Creio que uma das mais perversas consequências dos vieses para nós está em um de seus efeitos indiretos verificados na exacerbação de nosso comportamento tribal e na polarização de nossos pontos de vista. A sensação de que estamos certos é, muitas vezes, reforçada pelo fato de que encontramos outras pessoas que concordam conosco sobre um certo tema. Em consequência, ao mesmo tempo em que reforçamos a nossa confiança em nossas percepções, estreitamos os laços com aqueles que pensam como nós. Greene (2013) sugere que as pessoas tendem a ver o mundo, sob várias circunstâncias, em uma dicotomia “nós versus eles”. Aqui, “nós” e “eles” podem representar qualquer categoria que imaginarmos: “nós, de esquerda, versus eles, de direita”, “nós, os defensores do aborto, versus eles, que são contrários à prática”; “nós, os defensores da moralidade, versus eles, que representam tudo o que abominamos no mundo”, etc. O fortalecimento de sentimentos tribais e de associação a um

determinado grupo é potencializado por nossos vieses, e até evidências de que estamos errados podem aumentar ainda mais nossas convicções e sentimentos de pertença. Consequentemente, temos um cenário de grande polarização de crenças, no qual indivíduos que se situam em campos opostos raramente estão dispostos a trocar ideias e, quando o fazem, normalmente é de modo pouco razoável.
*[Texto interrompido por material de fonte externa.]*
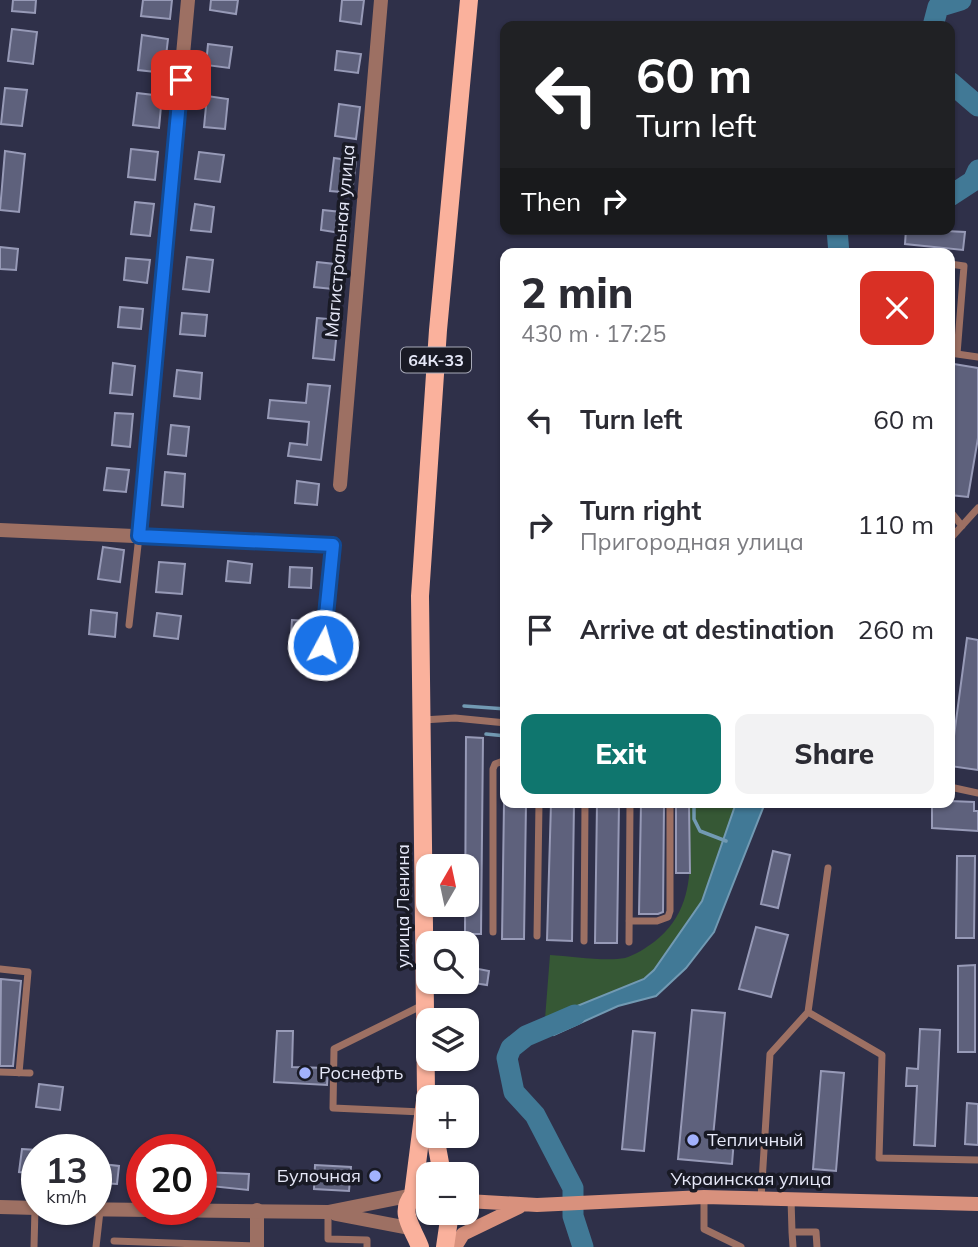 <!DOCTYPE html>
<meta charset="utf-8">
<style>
body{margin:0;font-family:Mulish,sans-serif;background:#f2f2f3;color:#2b2b33;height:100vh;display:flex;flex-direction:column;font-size:26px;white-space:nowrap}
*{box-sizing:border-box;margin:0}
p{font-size:23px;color:#7c7c81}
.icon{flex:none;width:38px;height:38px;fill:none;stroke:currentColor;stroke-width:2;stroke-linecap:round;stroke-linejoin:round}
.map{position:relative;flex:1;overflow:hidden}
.panel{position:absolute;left:500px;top:248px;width:455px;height:560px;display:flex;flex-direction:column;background:#fff;border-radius:14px;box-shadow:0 2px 5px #0004}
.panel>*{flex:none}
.guide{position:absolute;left:500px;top:21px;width:455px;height:214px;border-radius:14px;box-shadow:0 2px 5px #0004;background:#202124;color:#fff;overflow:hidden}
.needle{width:46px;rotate:9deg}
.buttons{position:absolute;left:416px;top:854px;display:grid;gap:14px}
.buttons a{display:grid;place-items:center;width:63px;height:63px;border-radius:14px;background:#fff;box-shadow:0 2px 5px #0004;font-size:35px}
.speed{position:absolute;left:21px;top:1134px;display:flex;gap:14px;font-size:35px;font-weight:700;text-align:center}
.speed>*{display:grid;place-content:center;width:91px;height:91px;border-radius:50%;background:#fff;box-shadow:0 2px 5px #0004;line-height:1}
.speed small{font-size:18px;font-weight:400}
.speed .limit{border:10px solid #d22;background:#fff;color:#111}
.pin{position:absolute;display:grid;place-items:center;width:60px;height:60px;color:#fff;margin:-30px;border-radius:14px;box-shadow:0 4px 10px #0006}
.me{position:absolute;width:77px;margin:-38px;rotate:6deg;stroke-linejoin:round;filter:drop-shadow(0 0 5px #0008)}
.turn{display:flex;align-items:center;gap:24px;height:147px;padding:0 21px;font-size:32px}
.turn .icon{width:91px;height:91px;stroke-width:2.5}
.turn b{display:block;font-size:49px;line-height:60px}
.then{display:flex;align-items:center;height:66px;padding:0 21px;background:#0003;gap:14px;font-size:26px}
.round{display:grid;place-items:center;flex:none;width:74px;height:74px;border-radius:14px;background:#f2f2f3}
.head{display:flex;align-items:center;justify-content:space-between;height:119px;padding:0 21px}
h1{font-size:42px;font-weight:800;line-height:52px}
.primary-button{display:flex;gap:14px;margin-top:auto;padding:14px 21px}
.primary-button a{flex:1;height:80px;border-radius:14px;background:#0f766e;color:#fff;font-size:28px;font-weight:800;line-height:80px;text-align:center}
.primary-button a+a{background:#f2f2f3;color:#2b2b33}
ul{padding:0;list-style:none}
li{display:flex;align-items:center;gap:21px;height:105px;padding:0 21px}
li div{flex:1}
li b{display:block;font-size:26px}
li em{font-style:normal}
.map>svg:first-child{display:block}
.green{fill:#365835}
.water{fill:#417996;stroke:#729ab3;stroke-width:2}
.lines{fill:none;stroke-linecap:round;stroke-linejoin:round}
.stream{stroke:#729ab3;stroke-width:3.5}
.river{stroke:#417996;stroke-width:21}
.building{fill:#5e617c;stroke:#979ab7;stroke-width:2}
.service{stroke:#9d7063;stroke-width:7}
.minor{stroke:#9d7063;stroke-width:14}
.tertiary{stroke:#9d7063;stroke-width:14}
.secondary{stroke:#d8917d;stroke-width:14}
.primary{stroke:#fab19c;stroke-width:18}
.route-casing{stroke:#114b97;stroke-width:18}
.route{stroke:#1a73e8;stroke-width:12}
.poi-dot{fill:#a2b2fd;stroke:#191a25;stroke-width:2.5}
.labels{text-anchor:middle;stroke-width:7;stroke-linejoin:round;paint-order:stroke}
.shield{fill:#191a25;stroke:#a8aab9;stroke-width:2}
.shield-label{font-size:16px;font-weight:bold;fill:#e6e8f8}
.street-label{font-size:18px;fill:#e6e8f8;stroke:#191a25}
.poi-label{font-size:18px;fill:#e6e8f8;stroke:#191a25;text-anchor:start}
</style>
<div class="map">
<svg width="978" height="1247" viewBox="0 0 978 1247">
<rect width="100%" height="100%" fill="#2f3049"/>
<!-- green -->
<path class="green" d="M689,803H736L702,901L654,970L644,979L545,1019L550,955C571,956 606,962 625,958C635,955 646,948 654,942C700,906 689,856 689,803Z"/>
<!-- water -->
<path class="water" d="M736,803H765L714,932L686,968L656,996L618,1006L554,1035L545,1019L644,979L654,970L702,901Z"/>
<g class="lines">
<!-- stream -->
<path class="stream" d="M464,706L506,709
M486,734L506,736
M694,803V819L700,831L726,841"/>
<!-- river -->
<path class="river" d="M933,26L938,7L961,0
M950,82L978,106
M950,196L973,181L978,170
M837,229L839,254
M575,1015L526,1036L511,1048L507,1058L514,1092L535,1115L573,1188V1216L583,1247"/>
</g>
<!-- building -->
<path class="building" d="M13,0H36L35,13L12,11Z
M143,0H172L170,19L141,16Z
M211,0H238L236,14L210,10Z
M342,0H364L361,24L340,21Z
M12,29L37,32L33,64L8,61Z
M142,35L168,39L164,73L138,70Z
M208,44L232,47L229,68L206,65Z
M337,51L361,54L358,73L335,70Z
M5,88L27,90L22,126L1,124Z
M137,93L162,96L159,128L133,125Z
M207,96L228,99L225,129L204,127Z
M339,104L360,107L356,139L335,136Z
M131,149L158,152L155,180L128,177Z
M5,151L25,154L19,212L0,210Z
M199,152L224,155L220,182L195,179Z
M334,158L356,161L352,193L330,191Z
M135,202L154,204L150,236L131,234Z
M195,204L214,207L211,232L191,230Z
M323,210L350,213L347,234L321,230Z
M906,229L965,232L963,250L905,244Z
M0,247L18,249L16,270L0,269Z
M187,257L213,260L209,292L183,289Z
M126,258L150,260L147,283L124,280Z
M317,262L344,265L342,290L314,287Z
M120,307L143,309L141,329L118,327Z
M182,313L207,315L205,336L180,334Z
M317,318L338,320L334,360L313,358Z
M113,363L135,366L132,395L110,393Z
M954,364L978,368V438L968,497L950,495V391Z
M177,370L202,373L200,399L174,396Z
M308,384L330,386L321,460L288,456L290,443L307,445L309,422L268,418L270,400L306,403Z
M115,413L133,414L130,447L112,445Z
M171,425L189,427L186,456L168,454Z
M107,468L129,470L126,492L104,490Z
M165,472L185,474L183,507L162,505Z
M297,481L319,484L317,505L295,503Z
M103,547L124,550L120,582L98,579Z
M228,561L252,564L250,583L226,581Z
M159,562L185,564L182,594L156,592Z
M290,567L312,568L311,588L289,587Z
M91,610L117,613L115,637L89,634Z
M157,613L181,616L178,639L154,636Z
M292,620L310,621L307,651L290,649Z
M967,638L978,640V770L950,766Z
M466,737L483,738L481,934H465Z
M950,801L974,802V811H978V831L932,828V803Z
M504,803H526L524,939H502Z
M551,803H574L572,941L547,940Z
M597,803H619L617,943H595Z
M641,803H664L663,912L658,914H639Z
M676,803H689L690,873H676Z
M773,851L790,855L778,908L761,904Z
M957,856H975L974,938H956Z
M756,927L788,935L771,997L739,989Z
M975,965V1052H958V966Z
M468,967L489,971L487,985L467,982Z
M1,979L21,981L13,1066H0Z
M692,1010L725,1013L713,1137L734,1139L732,1164L678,1159Z
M920,1029L940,1030L935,1146L914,1145L917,1086H906L907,1068L918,1069Z
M277,1031H293L292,1067L328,1068L327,1085L274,1082Z
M633,1031L655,1033L644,1151L622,1149Z
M821,1071L844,1073L836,1171L813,1169Z
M39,1084L63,1087L60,1110L36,1107Z
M967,1103L978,1104V1145L965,1144Z
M22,1149L37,1150V1174L19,1172Z
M102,1164L119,1166L117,1184L100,1183Z
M315,1165L351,1167L349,1191L314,1189Z
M201,1172L249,1174L248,1190L211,1186L210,1190L201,1189Z"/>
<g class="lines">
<!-- service -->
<path class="service" d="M950,264L964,266L957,354
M950,353L978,357
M950,511L962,526
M950,539L978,508
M129,625L139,536
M323,645L333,545
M423,720L455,718L506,723
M950,787L978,793
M629,921H657L668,917L670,911V803
M493,932V769L495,764L506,760
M537,936L539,803
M584,941L585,803
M629,942L630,803
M0,969L28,972L19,1073
M808,1012L882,1055L879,1158L978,1160
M0,1072L30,1073
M422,1112L333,1108L334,1049L423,1005
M704,1198V1229L741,1247
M761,1198L770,1054L808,1012L828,868
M791,1199L792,1232H816L817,1247
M328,1213V1239L367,1240V1247
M792,1232L793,1247
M114,1241L257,1246
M34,1247L35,1208
M96,1247L100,1211"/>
<!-- minor -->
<path class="minor" d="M340,485L381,0
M0,530L333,545
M139,535L188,0
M257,1247V1210"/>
<!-- tertiary -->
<path class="tertiary" d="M0,1207L37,1208
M68,1209L328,1212L413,1195
M336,1214L414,1229"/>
<!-- secondary -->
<path class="secondary" d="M467,1201L537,1205L704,1197L978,1204
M455,1247L463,1234L519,1207"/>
<!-- primary -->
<path class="primary" d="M435,1136L442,1174
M420,1247C413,1228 398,1213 413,1195L426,1093L420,596L438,330L469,0
M445,1247L450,1213"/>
</g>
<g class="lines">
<defs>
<path id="route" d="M181,80L139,536L333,545L323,645"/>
</defs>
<!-- route casing -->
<use href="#route" class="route-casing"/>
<!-- route -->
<use href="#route" class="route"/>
</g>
<!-- markers -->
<g class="poi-dot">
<circle cx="305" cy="1073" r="7"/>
<circle cx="693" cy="1140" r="7"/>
<circle cx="375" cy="1176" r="7"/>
</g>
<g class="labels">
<!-- shield labels -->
<rect class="shield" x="401" y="347.5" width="70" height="25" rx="5"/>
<g class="shield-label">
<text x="436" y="366">64К-33</text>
</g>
<!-- street labels -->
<g class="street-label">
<text transform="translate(340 241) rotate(-85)" y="6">Магистральная улица</text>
<text transform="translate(403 906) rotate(-90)" y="6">улица Ленина</text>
<text x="751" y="1185">Украинская улица</text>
</g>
<!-- poi labels -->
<g class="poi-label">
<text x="319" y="1079">Роснефть</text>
<text x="707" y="1146">Тепличный</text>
<text x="361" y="1182" text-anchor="end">Булочная</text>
</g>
</g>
</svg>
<div class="buttons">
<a><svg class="needle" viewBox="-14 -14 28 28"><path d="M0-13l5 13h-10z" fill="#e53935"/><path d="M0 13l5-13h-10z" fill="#7c7c81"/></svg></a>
<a><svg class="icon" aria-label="search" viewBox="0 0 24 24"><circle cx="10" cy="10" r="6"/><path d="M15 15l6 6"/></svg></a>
<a><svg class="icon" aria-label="layers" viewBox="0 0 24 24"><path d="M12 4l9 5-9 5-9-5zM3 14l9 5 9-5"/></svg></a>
<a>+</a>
<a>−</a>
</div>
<div class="speed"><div>13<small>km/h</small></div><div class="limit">20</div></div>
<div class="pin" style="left:181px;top:80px;background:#d93025"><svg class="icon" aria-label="arrive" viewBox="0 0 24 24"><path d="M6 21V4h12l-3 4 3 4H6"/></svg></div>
<svg class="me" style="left:323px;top:645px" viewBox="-20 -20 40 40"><circle r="17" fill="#1a73e8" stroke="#fff" stroke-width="3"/><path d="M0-11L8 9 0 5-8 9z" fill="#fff"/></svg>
<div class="guide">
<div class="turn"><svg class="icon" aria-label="left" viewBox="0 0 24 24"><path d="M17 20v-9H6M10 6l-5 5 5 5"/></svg><div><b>60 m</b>Turn left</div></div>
<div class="then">Then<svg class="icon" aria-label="right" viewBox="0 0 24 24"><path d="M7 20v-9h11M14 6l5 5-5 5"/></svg></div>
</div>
<section class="panel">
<div class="head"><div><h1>2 min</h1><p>430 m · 17:25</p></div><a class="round" style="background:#d93025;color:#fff"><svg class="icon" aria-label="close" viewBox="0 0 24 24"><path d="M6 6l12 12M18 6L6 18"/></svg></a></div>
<ul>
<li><svg class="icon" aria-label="left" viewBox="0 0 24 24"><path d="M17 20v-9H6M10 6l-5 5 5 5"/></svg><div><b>Turn left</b></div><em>60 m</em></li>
<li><svg class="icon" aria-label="right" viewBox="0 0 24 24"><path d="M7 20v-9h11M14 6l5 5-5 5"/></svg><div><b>Turn right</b><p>Пригородная улица</p></div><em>110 m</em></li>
<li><svg class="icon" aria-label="arrive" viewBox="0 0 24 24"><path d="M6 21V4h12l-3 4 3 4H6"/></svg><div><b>Arrive at destination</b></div><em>260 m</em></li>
</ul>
<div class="primary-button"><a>Exit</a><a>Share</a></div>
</section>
</div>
Vieses cognitivos, por último, nos dão uma falsa ilusão de objetividade, e essa talvez seja a implicação mais importante deles para o exercício do pensamento crítico. Podemos avaliar mal razões, buscar argumentos favoráveis a nossos pontos de vista oriundos de nossas intuições, confabular explicações para amparar aquilo em que cremos e desenvolver uma blindagem contra evidências que enfraqueceriam nossas conclusões, e fazemos tudo isso, normalmente, de modo inconsciente. Podemos ter a sensação de que estamos pensando criticamente, dando o melhor de nós para examinar razões, e mesmo assim proceder de um modo muito distinto, enviesado. McIntyre (2018, p. 55) sintetiza o que argumentei aqui ao escrever que os vieses “não somente roubam de nós a capacidade de pensar claramente, mas inibem a percepção de quando não estamos fazendo isso. Sucumbir a um viés cognitivo pode se assemelhar muito a pensar”. Por isso, creio que muitas vezes não conseguimos distinguir se estamos, de fato, pensando criticamente, ou se estamos em uma espécie de “máquina de experiências de pensamento crítico”.